> [EXERCISE DETAILS]
Transcribe the records below word for word, leaving every picture out.

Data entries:

»»

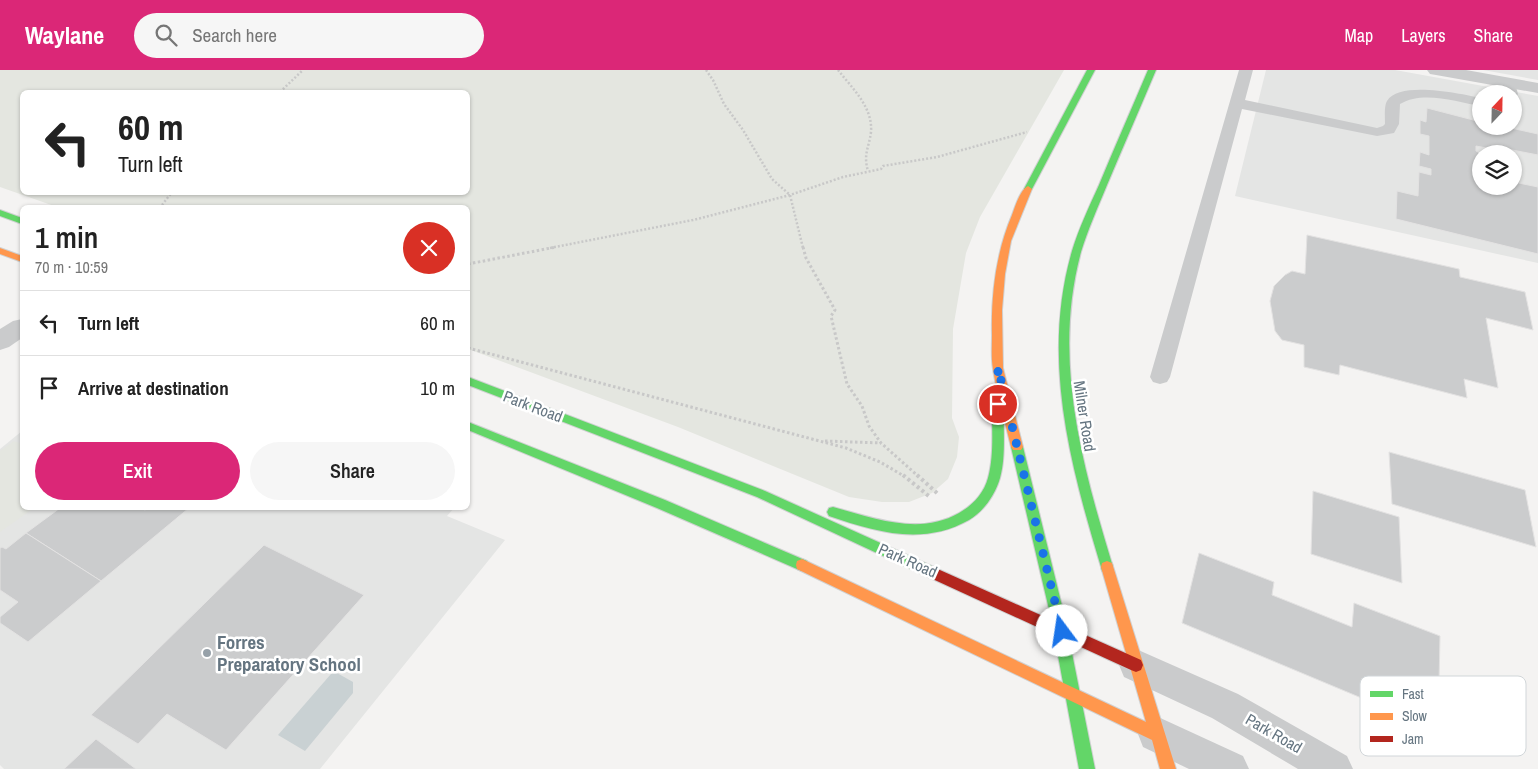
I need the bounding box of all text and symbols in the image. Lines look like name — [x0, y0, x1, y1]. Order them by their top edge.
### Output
search box — [134, 13, 484, 58]
text: Waylane — [25, 19, 104, 51]
icon: search — [152, 21, 180, 49]
text: Search here — [192, 22, 277, 48]
text: Map — [1345, 23, 1373, 48]
text: Layers — [1401, 23, 1446, 48]
text: Share — [1474, 23, 1513, 48]
north arrow — [1472, 85, 1522, 135]
map controls — [1472, 85, 1522, 195]
text: 60 m — [118, 104, 183, 151]
icon: left — [35, 110, 100, 175]
button: layers — [1472, 145, 1522, 195]
text: Turn left — [118, 149, 183, 179]
text: 1 min — [35, 217, 98, 257]
button: close — [403, 222, 455, 274]
text: 70 m · 10:59 — [35, 256, 108, 278]
icon: left — [35, 309, 63, 337]
text: Turn left — [78, 310, 139, 336]
text: 60 m — [420, 310, 455, 336]
icon: arrive — [35, 374, 63, 402]
text: Arrive at destination — [78, 375, 229, 401]
text: 10 m — [420, 375, 455, 401]
street label: Milner Road — [1069, 379, 1101, 453]
pin — [977, 383, 1019, 425]
street label: Park Road — [500, 385, 566, 427]
icon: arrive — [984, 390, 1012, 418]
button: Exit — [35, 442, 240, 500]
button: Share — [250, 442, 455, 500]
street label: Park Road — [875, 537, 941, 583]
position arrow — [1035, 604, 1087, 656]
place label: Forres Preparatory School — [217, 629, 361, 677]
marker: Forres Preparatory School — [201, 647, 213, 659]
legend — [1360, 676, 1526, 756]
text: Fast — [1402, 685, 1424, 703]
text: Slow — [1402, 707, 1428, 725]
street label: Park Road — [1242, 708, 1306, 758]
text: Jam — [1402, 730, 1424, 748]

««

> [TASK ANSWER]
I need the bounding box of all text and symbols in the image. Lines look like name — [x0, y0, x1, y1]. Order them by their top edge.
### Output
search box — [134, 13, 484, 58]
text: Waylane — [25, 19, 104, 51]
icon: search — [152, 21, 180, 49]
text: Search here — [192, 22, 277, 48]
text: Map — [1345, 23, 1373, 48]
text: Layers — [1401, 23, 1446, 48]
text: Share — [1474, 23, 1513, 48]
north arrow — [1472, 85, 1522, 135]
map controls — [1472, 85, 1522, 195]
text: 60 m — [118, 104, 183, 151]
icon: left — [35, 110, 100, 175]
button: layers — [1472, 145, 1522, 195]
text: Turn left — [118, 149, 183, 179]
text: 1 min — [35, 217, 98, 257]
button: close — [403, 222, 455, 274]
text: 70 m · 10:59 — [35, 256, 108, 278]
icon: left — [35, 309, 63, 337]
text: Turn left — [78, 310, 139, 336]
text: 60 m — [420, 310, 455, 336]
icon: arrive — [35, 374, 63, 402]
text: Arrive at destination — [78, 375, 229, 401]
text: 10 m — [420, 375, 455, 401]
street label: Milner Road — [1069, 379, 1101, 453]
pin — [977, 383, 1019, 425]
street label: Park Road — [500, 385, 566, 427]
icon: arrive — [984, 390, 1012, 418]
button: Exit — [35, 442, 240, 500]
button: Share — [250, 442, 455, 500]
street label: Park Road — [875, 537, 941, 583]
position arrow — [1035, 604, 1087, 656]
place label: Forres Preparatory School — [217, 629, 361, 677]
marker: Forres Preparatory School — [201, 647, 213, 659]
legend — [1360, 676, 1526, 756]
text: Fast — [1402, 685, 1424, 703]
text: Slow — [1402, 707, 1428, 725]
street label: Park Road — [1242, 708, 1306, 758]
text: Jam — [1402, 730, 1424, 748]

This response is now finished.